Background: Beyond pulmonary veins (PV) isolation, the ablation strategy for persistent atrial fibrillation (AF) remains controversial.
Objective: We sought to investigate a new lesion set strictly based on anatomical considerations.
Methods: Three atrial structures were successively targeted: 1) coronary sinus and vein of Marshall (CS-VOM) musculature elimination (ethanol infusion and RF ablation); 2) PVs isolation; and 3) anatomical isthmuses block (mitral, roof and CTI lines). The primary endpoint is 12-months AF free outcome in comparison to a matched PVI + drivers ablation control group.

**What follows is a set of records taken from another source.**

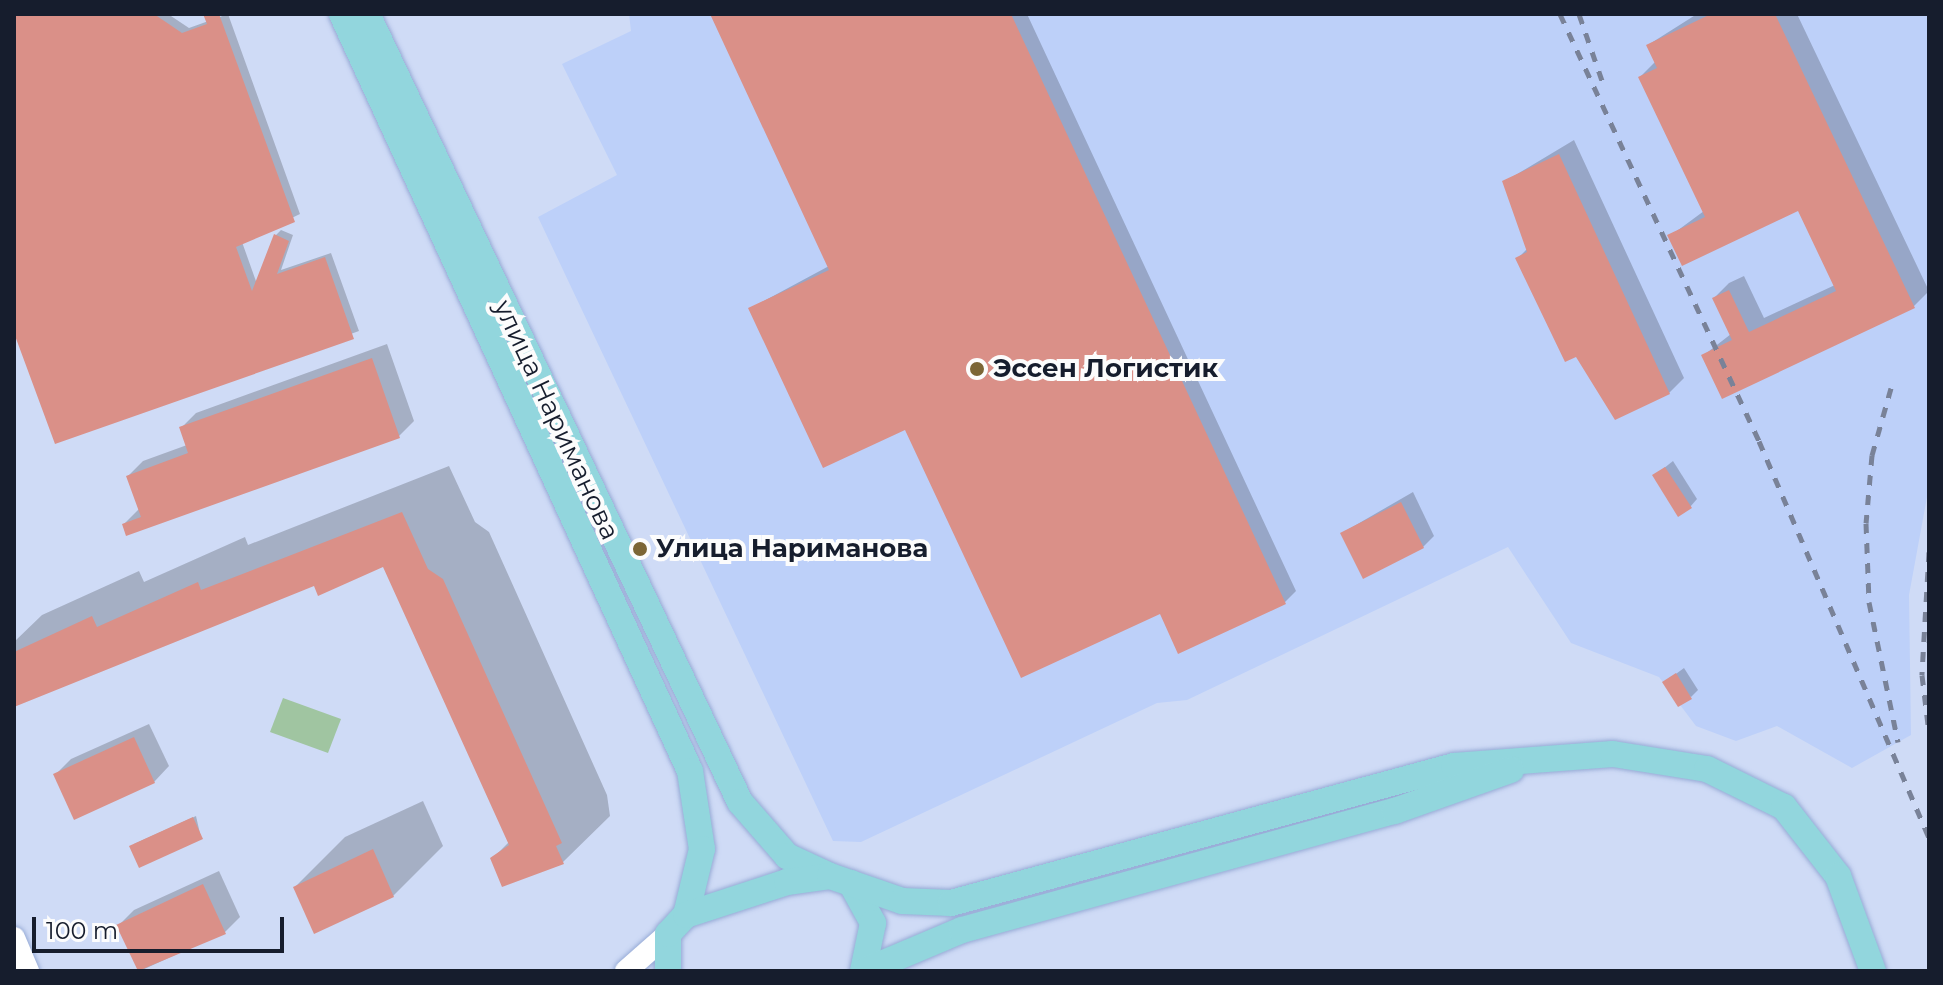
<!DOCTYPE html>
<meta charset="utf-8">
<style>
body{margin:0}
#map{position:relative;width:1943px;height:985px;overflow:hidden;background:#cfdbf6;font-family:Montserrat,sans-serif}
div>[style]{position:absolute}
.built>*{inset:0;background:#bdd0f9}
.green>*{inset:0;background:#a0c5a1}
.shadow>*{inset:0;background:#0003}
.building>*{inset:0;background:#da9088}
.roads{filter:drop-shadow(0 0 2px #97abd6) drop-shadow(0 0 2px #97abd6)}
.minor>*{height:22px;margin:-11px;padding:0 11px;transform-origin:11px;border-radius:11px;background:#fff}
.major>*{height:26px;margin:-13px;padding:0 13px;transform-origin:13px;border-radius:13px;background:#92d6dd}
.rail>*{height:5px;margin-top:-2.5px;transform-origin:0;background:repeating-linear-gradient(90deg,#798298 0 10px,transparent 0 20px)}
.dots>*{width:22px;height:22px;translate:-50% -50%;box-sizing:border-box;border:4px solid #fcfcfc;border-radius:50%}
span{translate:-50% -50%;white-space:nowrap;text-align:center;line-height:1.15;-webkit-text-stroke:8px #fcfcfc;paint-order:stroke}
.poi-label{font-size:26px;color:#161d2d;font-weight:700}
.left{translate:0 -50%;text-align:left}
.street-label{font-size:26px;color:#161d2d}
.frame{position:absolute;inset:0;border:16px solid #161d2d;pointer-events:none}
.scale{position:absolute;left:32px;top:917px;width:252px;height:36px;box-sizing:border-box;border:4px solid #161d2d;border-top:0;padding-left:10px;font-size:24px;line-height:28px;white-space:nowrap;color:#161d2d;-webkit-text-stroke:6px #fcfcfc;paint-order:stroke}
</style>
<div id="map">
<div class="built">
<i style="clip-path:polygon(629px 14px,1929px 14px,1929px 486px,1909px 595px,1911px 735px,1852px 768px,1777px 726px,1736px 741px,1696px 726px,1659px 677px,1571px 643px,1508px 547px,1187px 700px,1157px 703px,861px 842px,833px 841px,538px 217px,617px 175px,562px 64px,631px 31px)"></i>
</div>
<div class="green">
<i style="clip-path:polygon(283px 698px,341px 719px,328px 753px,270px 732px)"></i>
</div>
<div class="shadow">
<i style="clip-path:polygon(14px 14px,168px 14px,189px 28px,228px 14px,300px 214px,242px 242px,257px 284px,275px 236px,281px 230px,293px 235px,281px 270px,331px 253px,359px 331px,56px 441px,14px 327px)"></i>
<i style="clip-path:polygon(712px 14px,1027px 14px,1296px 591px,1285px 602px,1179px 651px,1161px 611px,751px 308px,829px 266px)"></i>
<i style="clip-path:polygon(1697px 14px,1797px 14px,1929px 291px,1914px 306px,1704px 355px,1731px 334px,1714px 298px,1729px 283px,1744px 276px,1764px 318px,1835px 285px,1799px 208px,1670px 236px,1704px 211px,1640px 77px,1656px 61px,1648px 45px)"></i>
<i style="clip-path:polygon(1574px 140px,1684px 378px,1669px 393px,1518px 258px,1528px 248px,1504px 182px)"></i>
<i style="clip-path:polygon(387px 344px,414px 421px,399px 436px,124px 524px,140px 508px,128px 476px,143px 461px,187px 445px,181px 428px,196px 413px)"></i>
<i style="clip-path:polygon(1673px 461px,1697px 499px,1690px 507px,1654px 476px)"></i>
<i style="clip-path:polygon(449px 466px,475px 522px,489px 532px,607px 795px,610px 816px,563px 862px,492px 859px,510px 841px,384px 564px,315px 583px,14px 705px,14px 642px,42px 615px,139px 571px,144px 582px,245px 537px,248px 545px)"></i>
<i style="clip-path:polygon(1413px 492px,1434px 536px,1423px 547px,1342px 533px)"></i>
<i style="clip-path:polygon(1684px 668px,1698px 690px,1691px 697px,1665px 682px)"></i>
<i style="clip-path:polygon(149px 724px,169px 766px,154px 782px,56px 774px,71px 759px)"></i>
<i style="clip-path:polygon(423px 801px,443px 846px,393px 896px,295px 887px,345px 837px)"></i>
<i style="clip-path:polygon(196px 816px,201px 838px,134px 844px)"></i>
<i style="clip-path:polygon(219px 871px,240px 917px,225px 932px,140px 971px,119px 925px,134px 910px)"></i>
</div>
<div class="building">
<i style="clip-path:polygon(14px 14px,154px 14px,182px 33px,207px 24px,203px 14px,219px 14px,295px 222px,236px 247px,252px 291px,274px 234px,289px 241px,277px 274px,325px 257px,354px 339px,55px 444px,14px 333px)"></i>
<i style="clip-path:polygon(710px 14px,1011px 14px,1286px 604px,1178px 654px,1160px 614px,1021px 678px,905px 430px,823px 468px,748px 308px,829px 270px)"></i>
<i style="clip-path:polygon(1711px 14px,1775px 14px,1915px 308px,1722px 399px,1701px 355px,1732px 340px,1712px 298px,1729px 290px,1749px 332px,1836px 291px,1798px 211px,1682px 266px,1667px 235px,1705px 217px,1638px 77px,1657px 68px,1646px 45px)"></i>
<i style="clip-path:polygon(1559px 154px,1670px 394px,1615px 420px,1576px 357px,1565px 362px,1515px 258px,1527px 252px,1502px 181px)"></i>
<i style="clip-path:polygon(372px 358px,400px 438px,126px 536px,122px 524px,141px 517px,126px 476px,188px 453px,179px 427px)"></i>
<i style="clip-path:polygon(1665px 467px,1692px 508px,1678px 517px,1652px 475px)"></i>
<i style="clip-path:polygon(1401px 502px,1424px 548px,1363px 579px,1340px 533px)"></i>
<i style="clip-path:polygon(402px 512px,428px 569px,443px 579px,562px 843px,556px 846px,564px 864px,502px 887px,490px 858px,509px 845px,383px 567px,318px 596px,314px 586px,14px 707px,14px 652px,92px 616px,97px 627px,198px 582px,201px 590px)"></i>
<i style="clip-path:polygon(1676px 673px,1692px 699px,1678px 707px,1662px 682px)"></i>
<i style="clip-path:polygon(134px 737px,155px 783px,74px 820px,53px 774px)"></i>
<i style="clip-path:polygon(193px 817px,203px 839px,139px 868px,129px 846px)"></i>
<i style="clip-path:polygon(373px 849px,394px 897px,314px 934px,293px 887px)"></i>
<i style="clip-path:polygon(203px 884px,226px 934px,138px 971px,116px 925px)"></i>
</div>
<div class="roads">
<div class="minor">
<i style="left:14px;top:938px;width:36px;rotate:67deg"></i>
<i style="left:626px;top:971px;width:56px;rotate:-41.4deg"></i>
</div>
<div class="major">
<i style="left:342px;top:14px;width:833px;rotate:65.31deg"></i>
<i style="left:690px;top:771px;width:79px;rotate:81.3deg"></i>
<i style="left:702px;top:849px;width:68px;rotate:103.6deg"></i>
<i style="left:367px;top:14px;width:872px;rotate:64.67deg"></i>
<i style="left:740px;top:802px;width:72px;rotate:49deg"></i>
<i style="left:787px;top:856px;width:47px;rotate:24.9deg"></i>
<i style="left:851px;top:883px;width:46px;rotate:61.2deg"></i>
<i style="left:873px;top:923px;width:49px;rotate:101.8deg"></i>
<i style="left:668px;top:971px;width:37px;rotate:-90deg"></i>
<i style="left:668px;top:934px;width:26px;rotate:-47deg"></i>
<i style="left:686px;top:915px;width:106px;rotate:-18.1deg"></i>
<i style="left:787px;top:882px;width:43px;rotate:-7.9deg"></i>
<i style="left:830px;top:876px;width:76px;rotate:19.1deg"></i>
<i style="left:902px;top:901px;width:49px;rotate:2.3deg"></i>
<i style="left:951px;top:903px;width:521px;rotate:-15.24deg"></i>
<i style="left:1454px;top:766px;width:159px;rotate:-4.3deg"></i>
<i style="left:1613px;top:754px;width:95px;rotate:9.1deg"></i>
<i style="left:1707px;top:769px;width:86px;rotate:26.3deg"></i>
<i style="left:1784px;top:807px;width:88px;rotate:52deg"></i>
<i style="left:1838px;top:876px;width:101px;rotate:69.8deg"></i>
<i style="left:865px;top:971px;width:105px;rotate:-22.9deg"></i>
<i style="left:962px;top:930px;width:449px;rotate:-15.4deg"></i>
<i style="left:1395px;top:811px;width:123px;rotate:-19.5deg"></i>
</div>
</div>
<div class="rail">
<i style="left:1560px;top:14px;width:471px;rotate:65deg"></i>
<i style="left:1759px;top:441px;width:432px;rotate:66.8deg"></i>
<i style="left:1579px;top:14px;width:79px;rotate:70.9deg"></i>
<i style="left:1891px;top:388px;width:70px;rotate:105.8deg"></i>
<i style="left:1872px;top:455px;width:68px;rotate:95deg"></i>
<i style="left:1866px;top:523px;width:79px;rotate:87.8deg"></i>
<i style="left:1869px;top:602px;width:143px;rotate:78.3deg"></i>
<i style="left:1929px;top:552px;width:123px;rotate:93.3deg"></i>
<i style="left:1922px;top:675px;width:58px;rotate:83.1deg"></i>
</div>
<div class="dots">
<i style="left:977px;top:369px;background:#7c6636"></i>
<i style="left:640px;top:549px;background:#7c6636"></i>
</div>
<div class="poi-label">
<span class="left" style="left:993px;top:369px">Эссен Логистик</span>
<span class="left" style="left:656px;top:549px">Улица Нариманова</span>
</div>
<div class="street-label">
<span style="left:556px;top:420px;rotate:65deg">улица Нариманова</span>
</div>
<div class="frame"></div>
<div class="scale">100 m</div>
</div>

Results: 57 consecutive patients were included (61±10yo). Baseline AF duration was 8±10 months, mean LAA-CL was 180±35 and mean LA volume was 197±43ml. VOM ethanolization failed in 5 patients (not found in 3 and LAA vein ethanolization in 2). Step 1: mean time for VOM-OH: 30±10 min, 9±2 ml; mean RF time for CS-VOM bundles was 12.6±5.4 min. Step 2: mean RF time for PVI: left 7±5min; right 14±8 (p<0,001). Step 3: mean RF time for mitral, roof and CTI lines was 8±7min (block in 93%), 7±3min (block in 98%) and 8±6min (block in 100%), respectively. Mean procedure time was 276±43 min and RF duration was 54±25min. AF termination was observed in 23 patients (40%). 2 patients had TIA acutely. At 12,3±2months follow-up, 41/57 (72%) patients were free from AF/AT and 46/52 (88%) in patients with VOM ethanolization (single procedure, off AAD) compared to 16/57 (28%) patients in the control group (p<0.001).
Conclusion: We report a new ablation strategy associating systematic ethanol infusion of the VOM to PVI and lines completion. This lesions set proves to be acutely feasible and superior to a PVI + drivers ablation strategy.